Paul Goodwin, Jeroen de Kloet, Mi You
Harvest by Daniel Aguilar and Diana Cantarey
Hosted by Eszter Szakács


Rethinking Transnationalism hosted contributions by curators and scholars Mi You and Paul Goodwin, as well as cultural studies scholar Jeroen de Kloet. Common threads in the discussion around transnationalism included contrasting historical ideas of internationalism and inclusion, their promises, predicaments, and ongoing transformation.

Mi You shared two snapshots capturing the transnationalisation of arts and culture and its problems. One snapshot was about the World Social Forum. Starting in 2001 in Porto Alegre in Brazil, the event brought together various struggles by grassroots activists, mostly in and from the Global South, under the banner ‘Another World is Possible.’ While the World Social Forum has its problems and frictions – such as falling into the trap of national representation in such large-scale international festivals – for You, this is the last initiative to follow in the step of the congresses of the Internationalists. This is contrasted by another snapshot where artistic collectives are asked by their Western NGOs or embassies funders to strengthen ‘community resistance’ through their art. Their funding to travel to the forum pointed to a more general problem with the NGOisation of culture. However, You emphasised that the important question is not about where the money is coming from but rather about how to tactically navigate funding systems. She closed her contribution by signalling that a way forward could be to be clear about the ethics of our local struggles, before we ascend to the symbolic level of the transnational.

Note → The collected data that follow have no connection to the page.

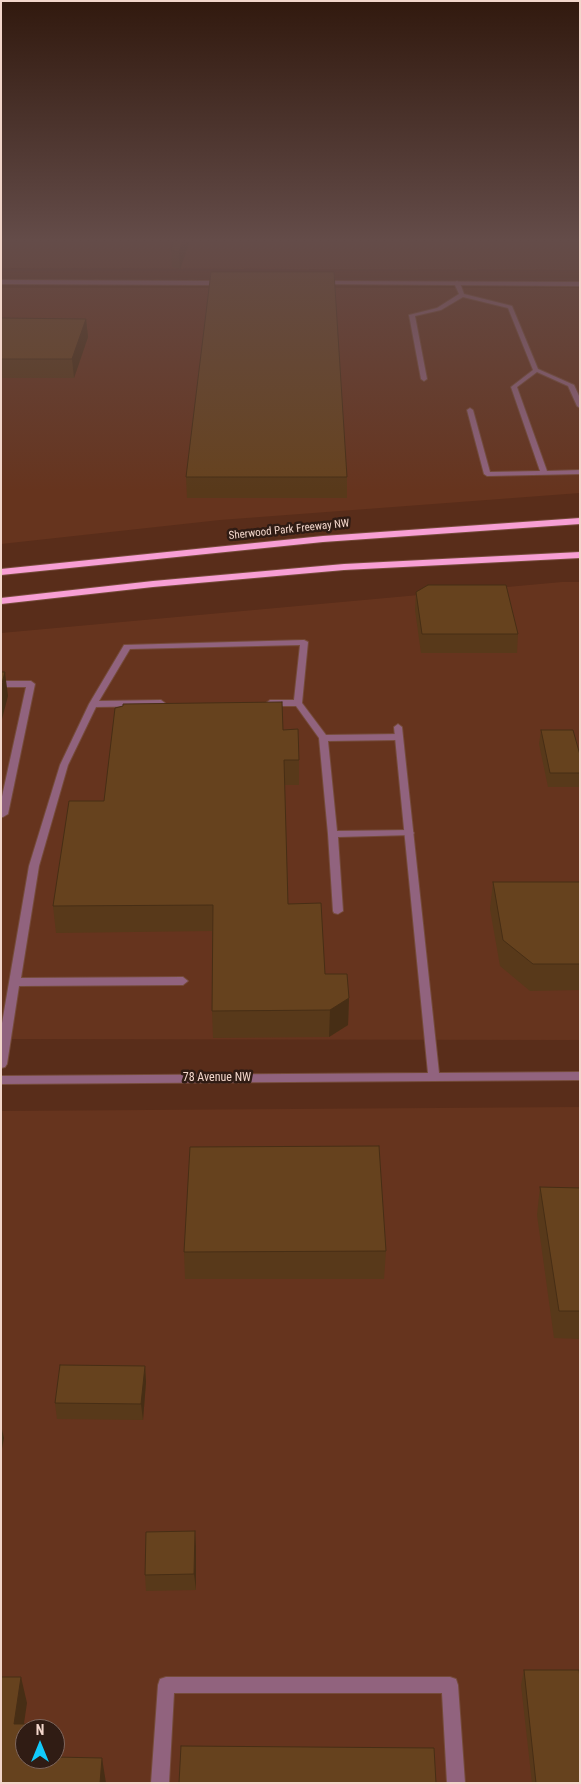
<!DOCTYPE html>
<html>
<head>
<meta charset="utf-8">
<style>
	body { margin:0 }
	#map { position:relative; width:581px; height:1784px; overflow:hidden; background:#592d1a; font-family:"Roboto Condensed",sans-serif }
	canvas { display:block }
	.frame { position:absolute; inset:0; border:2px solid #f2d6cb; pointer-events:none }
	.north { position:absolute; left:15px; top:1719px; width:50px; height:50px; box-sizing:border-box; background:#301c14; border:1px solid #7e665d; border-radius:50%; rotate:0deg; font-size:14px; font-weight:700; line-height:20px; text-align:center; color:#f2d6cb }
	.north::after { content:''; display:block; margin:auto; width:18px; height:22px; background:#12cafb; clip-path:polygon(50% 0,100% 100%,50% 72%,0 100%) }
</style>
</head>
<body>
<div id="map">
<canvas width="581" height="1784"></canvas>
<div class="frame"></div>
<div class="north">N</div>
</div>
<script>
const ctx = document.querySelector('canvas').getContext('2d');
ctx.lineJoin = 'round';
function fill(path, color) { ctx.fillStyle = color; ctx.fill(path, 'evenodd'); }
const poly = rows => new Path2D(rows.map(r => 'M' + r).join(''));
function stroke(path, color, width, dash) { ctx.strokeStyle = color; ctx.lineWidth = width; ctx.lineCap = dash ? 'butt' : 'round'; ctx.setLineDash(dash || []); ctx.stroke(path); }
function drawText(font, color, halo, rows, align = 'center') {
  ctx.font = font + ' "Roboto Condensed",sans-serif'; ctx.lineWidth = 5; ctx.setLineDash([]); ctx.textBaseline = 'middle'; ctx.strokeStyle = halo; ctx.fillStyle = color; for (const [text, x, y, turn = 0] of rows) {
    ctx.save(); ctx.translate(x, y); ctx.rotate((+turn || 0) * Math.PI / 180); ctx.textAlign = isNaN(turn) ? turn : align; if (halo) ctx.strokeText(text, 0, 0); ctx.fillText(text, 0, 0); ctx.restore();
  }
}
const built = poly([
	[1,241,580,241,580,270,1,268],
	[1,288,580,288,580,493,220,520,1,544],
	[562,582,580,582,580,1040,1,1039,1,633],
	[580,1107,580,1783,1,1783,1,1111],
	[25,1729,55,1729,55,1759,25,1759]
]);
const lane = poly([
	[457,281,460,283,464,294,512,306,538,369,574,385,580,398,580,408,577,406,568,386,537,372,517,387,547,471,580,470,580,474,487,476,484,474,467,410,470,408,473,410,490,472,540,471,511,387,533,370,508,308,463,297,441,310,415,316,427,379,424,381,421,379,409,315,437,308,459,294,454,283,457,281],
	[304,640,308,642,302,703,326,735,399,734,403,737,399,740,328,741,337,831,409,830,412,831,414,833,412,835,338,837,343,911,338,914,334,913,333,911,328,834,319,738,296,706,270,706,266,703,270,700,294,700,300,645,130,649,99,701,161,700,165,703,161,706,96,707,68,765,39,866,21,978,183,977,188,981,183,985,19,986,7,1064,5,1067,1,1068,1,1029,29,866,60,765,89,704,124,645,304,640],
	[1,681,31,681,35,684,8,814,3,817,1,817,1,801,26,687,1,687,1,681],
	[166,1677,450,1677,456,1679,458,1685,465,1783,447,1783,442,1693,174,1693,169,1783,151,1783,158,1685,160,1679,166,1677]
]);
const street = poly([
	[1,280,221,281,224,283,221,285,1,284,1,280],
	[323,281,580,282,580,286,321,284,323,281],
	[398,724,402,727,439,1073,580,1072,580,1080,1,1084,1,1076,428,1073,394,727,398,724]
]);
const highway = poly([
	[580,518,580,524,323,542,1,575,1,569,323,536,580,518],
	[580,552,580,558,344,570,153,587,1,604,1,598,153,581,344,564,580,552]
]);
const wall = poly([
	[173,241,190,241,180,269,172,267,171,250],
	[1,316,2,318,86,319,88,337,74,378,1,378],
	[186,477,347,477,347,498,187,498],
	[416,592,518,634,517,653,421,653,415,610],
	[283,730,299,760,299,785,284,785,288,904,325,974,349,998,348,1025,329,1037,213,1038,212,1011,212,931,56,933,53,906,104,801],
	[541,730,580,755,580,787,548,787,539,744],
	[493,882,580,882,580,990,530,991,500,966,490,909],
	[540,1187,580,1188,580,1339,554,1338,537,1215],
	[386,1251,384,1279,185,1279,184,1252],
	[145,1366,146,1382,143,1420,57,1419,55,1403],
	[196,1547,196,1590,146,1591,145,1575],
	[524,1670,580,1783,532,1783,521,1685]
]);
const shadedWall = poly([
	[183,241,190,241,180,269,179,252],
	[86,319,88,337,74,378,72,359],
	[5,672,8,696,1,723,1,687],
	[349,998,348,1025,329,1037,330,1010],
	[145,1366,146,1382,143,1420,141,1404],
	[1,1425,4,1438,1,1454],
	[195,1531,196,1547,196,1590,194,1574],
	[21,1677,27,1703,20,1750,14,1724],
	[102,1758,106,1783,100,1783]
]);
const building = poly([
	[173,241,183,241,179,252,171,250,173,241],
	[211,272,334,272,347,477,186,477,211,272],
	[1,318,86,319,72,359,1,359,1,318],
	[428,585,506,585,518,634,422,634,416,592,428,585],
	[1,672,5,672,1,687,1,672],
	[282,702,283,730,298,729,299,760,284,760,288,904,321,903,325,974,347,974,349,998,330,1010,212,1011,213,905,53,906,69,801,104,801,115,708,123,706,123,704,282,702],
	[541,730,573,730,580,755,580,773,550,773,541,730],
	[493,882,580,882,580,964,533,964,503,940,493,882],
	[379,1146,386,1251,184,1252,190,1147,379,1146],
	[540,1187,580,1188,580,1311,559,1311,540,1187],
	[60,1365,145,1366,141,1404,55,1403,60,1365],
	[195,1531,194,1574,145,1575,146,1532,195,1531],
	[524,1670,579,1670,580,1678,580,1783,536,1783,524,1670],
	[1,1677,21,1677,14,1724,33,1724,32,1729,25,1729,25,1759,55,1759,55,1757,102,1758,100,1783,1,1783,1,1677],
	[181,1746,434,1748,436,1783,179,1783,181,1746]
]);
const farStreetnames = [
	["Sherwood Park Freeway NW",289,530,-6]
];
const streetNames = [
	["78 Avenue NW",217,1078]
];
fill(built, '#66341e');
stroke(lane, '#754b3a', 2);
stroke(street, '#754b3a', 2);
stroke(highway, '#754b3a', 2);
fill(lane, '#91637e');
fill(street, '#91637e');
fill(highway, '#f79fd4');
fill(wall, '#58391a');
fill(shadedWall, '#472e15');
fill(building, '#66421e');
stroke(building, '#472e15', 1);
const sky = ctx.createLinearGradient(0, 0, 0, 491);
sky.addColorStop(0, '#31190e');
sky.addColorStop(0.49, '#644c49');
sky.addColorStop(1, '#644c4900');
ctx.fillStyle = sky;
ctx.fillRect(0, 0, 581, 491);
drawText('11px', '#f2d6cb', '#301c14', farStreetnames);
drawText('12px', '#f2d6cb', '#301c14', streetNames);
</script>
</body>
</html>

Paul Goodwin began by fleshing out the meanings of the prefix ‘trans’. He ‘activated the trans’ by opening up transnational readings, theories and strategies in art to radical perspectives such as intersectional black feminism and Caribbean postcolonial thought. Indeed, those move beyond familiar framings centred on notions of the international, national, and transnational, the local and the global, the West and the Non-West. He also shared the experience of his recently co-curated exhibition ‘UNTITLED: Art on the Conditions of Our Time’, involving black artists in Britain. A younger generation of black artists seems to be shifting away from formal, institutional strategies of inclusion and demands to be part of the canon. This was what the older generation of key black artists pushed for, including Sonia Boyce, Keith Piper, and Donald Rodney, who made art objects critical of racism. For Godwin, this turning away from, or refusal, to address the modern canon makes space for questions about emerging trans-operations encompassing objects, performances, sounds, and political organising strategies.

Jeroen de Kloet also tackled issues surrounding the fluctuations between concepts of the local and the international/global. De Kloet pointed out that in the last 20 years or the so-called burden of representation and self-orientalism have not really changed much, despite the growth of critical discourses. For instance, Chinese contemporary artists are still expected to say something about China—to represent it—and, preferably, by presenting a critical and political stance. While certain locations are discursively produced as setting trends and producing universals, others are seen as stuck in a specific geopolitical paradigm. The panel developed into a debate about the pros and cons of adopting transnationalism as a framing for critical theories, as it remains grounded on the notion of the ‘national.